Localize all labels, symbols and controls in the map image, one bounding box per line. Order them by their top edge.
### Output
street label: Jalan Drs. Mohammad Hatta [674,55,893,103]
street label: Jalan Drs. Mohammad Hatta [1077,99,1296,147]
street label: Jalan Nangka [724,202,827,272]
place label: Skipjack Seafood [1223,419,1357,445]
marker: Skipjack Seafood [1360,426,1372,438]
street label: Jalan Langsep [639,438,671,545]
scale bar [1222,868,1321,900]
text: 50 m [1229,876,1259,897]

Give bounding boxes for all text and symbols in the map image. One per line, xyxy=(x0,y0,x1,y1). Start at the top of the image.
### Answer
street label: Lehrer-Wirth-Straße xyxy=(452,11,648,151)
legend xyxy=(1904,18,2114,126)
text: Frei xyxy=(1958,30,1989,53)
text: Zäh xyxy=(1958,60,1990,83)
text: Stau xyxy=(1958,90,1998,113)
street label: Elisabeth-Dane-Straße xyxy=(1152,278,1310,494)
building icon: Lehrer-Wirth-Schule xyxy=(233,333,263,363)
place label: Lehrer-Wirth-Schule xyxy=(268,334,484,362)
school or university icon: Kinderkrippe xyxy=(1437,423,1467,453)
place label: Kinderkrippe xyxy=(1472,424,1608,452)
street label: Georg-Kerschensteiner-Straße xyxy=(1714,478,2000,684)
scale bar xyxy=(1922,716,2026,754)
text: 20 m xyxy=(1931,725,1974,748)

__TASK TO CARRY OUT__. Your reply should be a verbatim retyping of the lines from the one that holds "Give bounding boxes" through the last line of the entries.

__RESPONSE AREA__.
Give bounding boxes for all text and symbols in the map image. One per line, xyxy=(x0,y0,x1,y1). Start at the top of the image.
### Answer
street label: Lehrer-Wirth-Straße xyxy=(452,11,648,151)
legend xyxy=(1904,18,2114,126)
text: Frei xyxy=(1958,30,1989,53)
text: Zäh xyxy=(1958,60,1990,83)
text: Stau xyxy=(1958,90,1998,113)
street label: Elisabeth-Dane-Straße xyxy=(1152,278,1310,494)
building icon: Lehrer-Wirth-Schule xyxy=(233,333,263,363)
place label: Lehrer-Wirth-Schule xyxy=(268,334,484,362)
school or university icon: Kinderkrippe xyxy=(1437,423,1467,453)
place label: Kinderkrippe xyxy=(1472,424,1608,452)
street label: Georg-Kerschensteiner-Straße xyxy=(1714,478,2000,684)
scale bar xyxy=(1922,716,2026,754)
text: 20 m xyxy=(1931,725,1974,748)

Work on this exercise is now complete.